In principio fu Il presidente del Borgorosso Football Club. La commedia diretta da Luigi Filippo D’Amico e uscita nelle sale italiane, nel 1970, cronologicamente non è la più antica a esplorare le realtà di provincia dove il pallone funge da collante sociale di passioni e interessi, ma probabilmente è fra le prime a imprimersi nell’immaginario comune. Un contesto nel quale spiccano le doti interpretative di Alberto Sordi, alle prese con il ruolo di presidente di una squadra calcistica in una località romagnola fittizia, giunta come elettrizzante oggetto di eredità, quasi a compensare un impiego in Vaticano decisamente meno votato alle emozioni. Atmosfere agresti e canti dei galli che scandiscono il tempo degli allenamenti, disegnano un quadro dove l’umorismo sprigionato dai personaggi si muove in mezzo alle relazioni fra padroni e operai, presidente e tifosi, uomini e donne, genitori e figli di uno spaccato d’Italia di oltre mezzo secolo fa.
Ancora prima
Andando a ritroso, un altro principe della commedia italiana, Totò, veste i panni di presidente di una squadra di calcio, nel film Gambe d’oro di Turi Vasile, datato 1958.
Qualche anno più indietro nel tempo, nel 1953, il regista Anton Giulio Majano racconta con la sua cinepresa le dinamiche di cittadini comuni che intrecciano le proprie esistenze intorno a uno stadio dove è in programma una sfida fra Roma e Napoli. Titolo della pellicola è La domenica della buona gente, dove recita anche una giovane Sophia Loren.
Il filone comico
Dalle prime maschere interpretate da Franco Franchi e Ciccio Ingrassia, nel 1970, nella pellicola I due maghi del pallone di Mariano Laurenti, il calcio diventa un terreno da deformare per finalità comiche.
Il salto di un decennio in avanti, poi, avvicina ancora di più l’obiettivo della telecamera a umori, tic e nevrosi che accendono le rivalità fra fedi calcistiche.
Nel 1982, Pippo Franco alterna le scelte cromatiche del look del suo personaggio, nel film Il tifoso, l’arbitro e il calciatore di Pier Francesco Pingitore, fra le tinte estreme giallorosse e biancocelesti in funzione del credo romanista del padre e laziale del futuro suocero.

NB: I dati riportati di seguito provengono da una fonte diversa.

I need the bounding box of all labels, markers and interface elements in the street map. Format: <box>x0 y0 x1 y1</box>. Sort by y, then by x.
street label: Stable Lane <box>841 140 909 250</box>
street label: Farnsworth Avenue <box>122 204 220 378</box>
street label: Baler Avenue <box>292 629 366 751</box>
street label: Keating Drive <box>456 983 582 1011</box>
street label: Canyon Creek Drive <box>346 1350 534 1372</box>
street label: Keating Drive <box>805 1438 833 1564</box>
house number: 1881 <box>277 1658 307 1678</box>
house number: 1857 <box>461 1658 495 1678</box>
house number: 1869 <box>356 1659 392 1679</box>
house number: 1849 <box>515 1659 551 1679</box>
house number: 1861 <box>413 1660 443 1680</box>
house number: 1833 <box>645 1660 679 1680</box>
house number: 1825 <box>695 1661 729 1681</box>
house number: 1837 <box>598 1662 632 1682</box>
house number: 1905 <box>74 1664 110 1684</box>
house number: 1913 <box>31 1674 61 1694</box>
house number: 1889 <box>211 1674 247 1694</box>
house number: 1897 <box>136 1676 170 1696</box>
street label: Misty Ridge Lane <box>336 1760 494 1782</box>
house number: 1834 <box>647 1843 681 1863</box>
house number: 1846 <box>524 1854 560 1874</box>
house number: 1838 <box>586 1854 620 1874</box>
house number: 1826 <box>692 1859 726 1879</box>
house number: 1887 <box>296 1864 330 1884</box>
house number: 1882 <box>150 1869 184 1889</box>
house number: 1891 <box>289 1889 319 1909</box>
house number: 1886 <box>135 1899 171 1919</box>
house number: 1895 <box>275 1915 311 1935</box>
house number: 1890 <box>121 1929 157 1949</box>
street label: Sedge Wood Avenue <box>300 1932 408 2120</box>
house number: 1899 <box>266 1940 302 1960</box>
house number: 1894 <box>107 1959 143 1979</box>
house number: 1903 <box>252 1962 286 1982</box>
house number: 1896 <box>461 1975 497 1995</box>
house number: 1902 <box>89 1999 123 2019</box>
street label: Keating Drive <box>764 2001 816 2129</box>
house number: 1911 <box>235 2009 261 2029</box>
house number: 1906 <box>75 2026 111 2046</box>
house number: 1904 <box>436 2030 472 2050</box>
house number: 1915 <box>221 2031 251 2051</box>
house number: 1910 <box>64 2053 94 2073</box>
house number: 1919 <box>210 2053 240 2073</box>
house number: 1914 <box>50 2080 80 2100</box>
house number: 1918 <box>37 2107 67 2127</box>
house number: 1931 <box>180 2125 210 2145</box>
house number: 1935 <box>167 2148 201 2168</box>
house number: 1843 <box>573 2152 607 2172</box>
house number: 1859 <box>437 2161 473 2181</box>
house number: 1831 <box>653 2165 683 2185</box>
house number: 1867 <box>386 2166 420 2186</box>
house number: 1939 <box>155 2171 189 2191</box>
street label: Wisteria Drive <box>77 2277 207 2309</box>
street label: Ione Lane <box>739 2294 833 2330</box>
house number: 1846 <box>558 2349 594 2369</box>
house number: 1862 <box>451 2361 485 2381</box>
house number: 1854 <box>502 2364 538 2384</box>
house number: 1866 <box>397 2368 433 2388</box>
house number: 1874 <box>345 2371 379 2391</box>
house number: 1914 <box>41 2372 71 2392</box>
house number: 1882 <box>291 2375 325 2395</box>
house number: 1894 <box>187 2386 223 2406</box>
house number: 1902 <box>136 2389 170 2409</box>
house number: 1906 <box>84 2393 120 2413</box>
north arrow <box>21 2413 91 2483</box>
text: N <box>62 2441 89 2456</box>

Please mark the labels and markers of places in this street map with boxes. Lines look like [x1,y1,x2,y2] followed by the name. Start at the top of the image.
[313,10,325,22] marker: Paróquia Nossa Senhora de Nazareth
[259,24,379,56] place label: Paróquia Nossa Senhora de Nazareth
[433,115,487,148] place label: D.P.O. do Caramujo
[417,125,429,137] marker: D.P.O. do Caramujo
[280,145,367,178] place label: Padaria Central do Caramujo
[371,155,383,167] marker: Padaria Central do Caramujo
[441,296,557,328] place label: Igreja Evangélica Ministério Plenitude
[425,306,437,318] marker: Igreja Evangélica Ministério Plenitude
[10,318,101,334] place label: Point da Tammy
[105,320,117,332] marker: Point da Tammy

Oronzo Canà. Un caso a parte
Due anni più tardi irrompe la pellicola destinata a imporsi come autentico cult del genere, L’allenatore nel pallone di Sergio Martino. Ispirato alla vulcanica figura dell’allenatore Oronzo Pugliese, il protagonista è interpretato da un Lino Banfi abile a restituire, rielaborandoli con originalità, gli stereotipi del calcio italiano in ascesa degli anni Ottanta.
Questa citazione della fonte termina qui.